Thermometer data used in the test

1,1609745003,10.6
1,1609745004,8.2
1,1609745010,25.6
4,1609745003,24.7
5,1609745005,18.4
1,1609745013,7.2
1,1609745006,1.2
1,1609745014,35.4
1,1609745015,17.4
1,1609745023,22.9
1,1609745007,1.6
1,1609745100,7.0

Insert picture description here

From the current input data, it can be seen that the range of the window is [0,10), and the corresponding WaterMark when the timestamp is 013 is exactly 10. At this time, the data in the 0-10 buckets is triggered for processing.

Insert picture description here

According to the above window, the current window range is [10, 20). When the timestamp is 023, the calculation of data 10-20 in the bucket is triggered.

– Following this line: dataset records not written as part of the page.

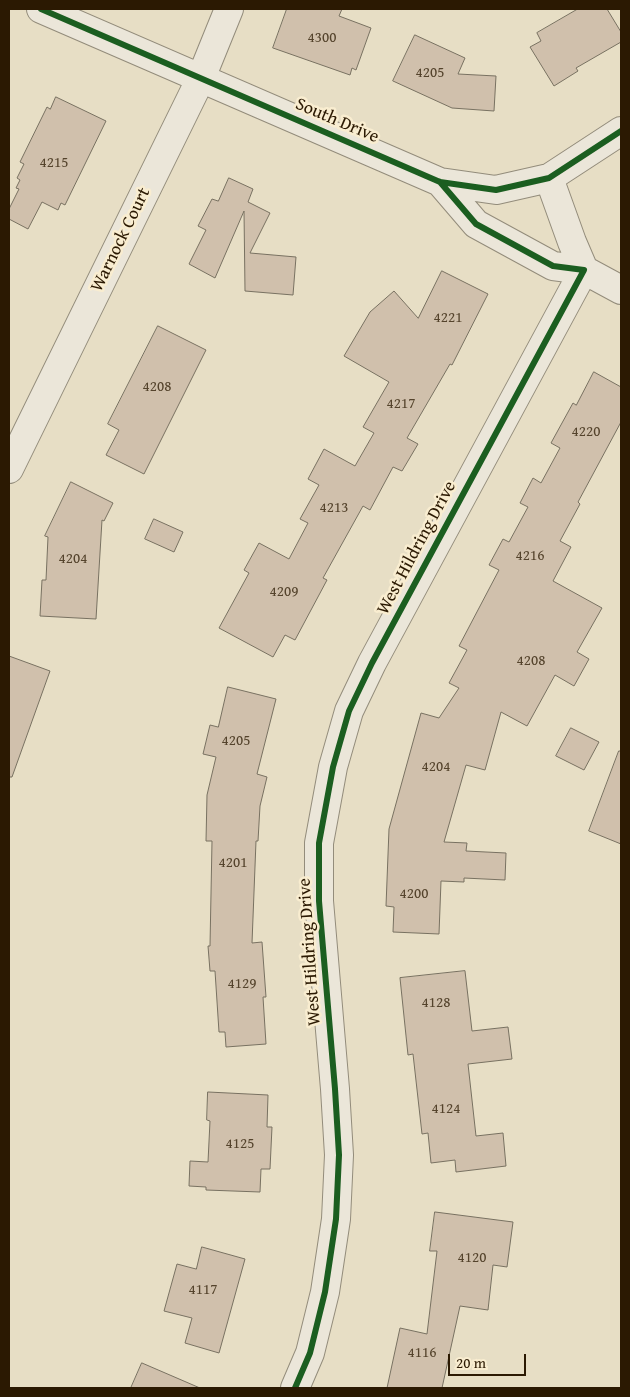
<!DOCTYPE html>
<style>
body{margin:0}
#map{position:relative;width:630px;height:1397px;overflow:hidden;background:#e7dec5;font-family:"Gentium Book Plus",serif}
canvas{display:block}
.frame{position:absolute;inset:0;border:10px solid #2b1902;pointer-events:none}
.scale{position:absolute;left:448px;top:1354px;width:78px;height:22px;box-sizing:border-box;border:2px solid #2b1902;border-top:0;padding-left:6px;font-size:15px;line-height:18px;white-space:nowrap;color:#2b1902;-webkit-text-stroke:4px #f9edd0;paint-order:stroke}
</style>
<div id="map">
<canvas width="630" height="1397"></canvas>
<div class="frame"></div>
<div class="scale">20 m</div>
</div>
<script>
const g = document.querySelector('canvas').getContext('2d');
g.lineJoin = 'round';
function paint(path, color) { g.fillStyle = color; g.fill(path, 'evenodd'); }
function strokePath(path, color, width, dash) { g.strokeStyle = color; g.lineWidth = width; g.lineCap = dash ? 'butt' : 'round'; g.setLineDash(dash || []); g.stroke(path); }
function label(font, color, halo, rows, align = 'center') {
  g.font = font + ' "Gentium Book Plus",serif'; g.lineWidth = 5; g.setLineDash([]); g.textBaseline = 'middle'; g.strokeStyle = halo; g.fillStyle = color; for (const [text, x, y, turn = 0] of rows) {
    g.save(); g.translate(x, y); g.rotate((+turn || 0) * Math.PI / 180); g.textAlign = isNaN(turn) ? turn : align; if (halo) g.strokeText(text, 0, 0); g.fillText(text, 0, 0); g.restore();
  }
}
const building = new Path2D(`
 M287,9H342L339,16L371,28L356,70L352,68L350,75L273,48Z
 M578,9H607L621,32V42L576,68L578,71L554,86L530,47L541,41L537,33Z
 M415,35L465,58L458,74L496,76L494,111L452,108L393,81Z
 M56,97L106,121L65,205L61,203L58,210L42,202L28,229L9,219V209L19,189L16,188L20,180L17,178L24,164L20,162L47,107L50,109Z
 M229,178L253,189L248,202L270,213L250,253L296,257L293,295L245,291L244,211L215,278L189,264L206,230L198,226L212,199L218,201Z
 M442,271L488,294L452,365L450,364L407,438L418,444L402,471L393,467L370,510L363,506L323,578L327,580L295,640L285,635L273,657L219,628L249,573L244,570L259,543L289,559L308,523L300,519L319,485L308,479L324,449L355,466L374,433L363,427L389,382L344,356L370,312L394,291L418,318Z
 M158,326L206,350L144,474L106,455L119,430L108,424Z
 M594,372L621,387V422L578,502L580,504L560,541L571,547L553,581L602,608L577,652L589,659L574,686L555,675L527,726L501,712L485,770L466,765L444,842L467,843L466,851L506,853L505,880L464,878V882L441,881L439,934L393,932L394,907L386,906L389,829L421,713L439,718L459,688L449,683L467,650L459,646L499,570L489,565L503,539L509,542L528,507L520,503L533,478L541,483L560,448L551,443L573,403L576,405Z
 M71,482L113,503L104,521L102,520L96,619L40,616L42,580H46L48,537L45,536Z
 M154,519L183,532L174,552L145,539Z
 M9,656L50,671L12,777H9Z
 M228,687L276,699L257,774L267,777L260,806L258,841H256L252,943L262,942L266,997H263L266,1044L226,1047L225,1032H219L215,971H210L208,946H210L212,841H206L207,795L216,757L203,754L210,725L218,727Z
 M571,728L599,742L584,770L556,756Z
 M619,751H621V844L589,831Z
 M465,971L472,1031L508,1027L512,1059L468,1064L476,1136L503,1133L506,1166L456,1172L455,1160L431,1163L428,1133L422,1134L413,1054L408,1055L400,978Z
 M208,1092L268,1095L267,1127H272L270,1169H261L260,1192L206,1190V1187L189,1186L190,1161L208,1162L210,1121L207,1120Z
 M435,1212L513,1222L507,1267L493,1265L488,1310L460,1306L442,1388H387L400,1328L427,1334L437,1251H430Z
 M202,1247L245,1259L219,1353L185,1343L192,1318L164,1311L177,1264L196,1269Z
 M142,1363L200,1388H131Z`);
paint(building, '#d0c0ac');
strokePath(building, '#787161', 1);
const minor = new Path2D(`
 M41,9L440,182L496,190L549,178L621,131
 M549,178L572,242L584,270L621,290
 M9,469L201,78L229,9
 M295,1388L310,1353L325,1292L336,1219L339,1155L335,1089L319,901V843L333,767L349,711L372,663L584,270L553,266L476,224L440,182`);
strokePath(minor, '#938c7b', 30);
strokePath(minor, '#ebe6d9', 28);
strokePath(new Path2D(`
 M41,9L440,182L496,190L549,178L621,131
 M295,1388L310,1353L325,1292L336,1219L339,1155L335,1089L319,901V843L333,767L349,711L372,663L584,270L553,266L476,224L440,182`), '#1b5e20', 6);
label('15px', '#54432c', null, [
 ["4300",322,38],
 ["4205",430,73],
 ["4215",54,163],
 ["4221",448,318],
 ["4208",157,387],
 ["4217",401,404],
 ["4220",586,432],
 ["4213",334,508],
 ["4216",530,556],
 ["4204",73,559],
 ["4209",284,592],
 ["4208",531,661],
 ["4205",236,741],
 ["4204",436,767],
 ["4201",233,863],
 ["4200",414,894],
 ["4129",242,984],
 ["4128",436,1003],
 ["4124",446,1109],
 ["4125",240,1144],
 ["4120",472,1258],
 ["4117",203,1290],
 ["4116",422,1353]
]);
label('18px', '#2b1902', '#f9edd0', [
 ["South Drive",337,121,23],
 ["Warnock Court",121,240,-64],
 ["West Hildring Drive",417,548,-62],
 ["West Hildring Drive",310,952,-94]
]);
</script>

For windows 10-20, the lowest temperature is 7.2 corresponding to timestamp 013. For windows 0 to 10, at this time, when the result of the previous aggregation operation has come out, the time stamp data of 006 comes again. Because we set allowedLateness(Time.minutes(1)) //允许迟到1minute的数据it in the code, the current minimum temperature of the window 0 to 10 becomes 1.2 , The timestamp is correspondingly changed to the latest timestamp in the code.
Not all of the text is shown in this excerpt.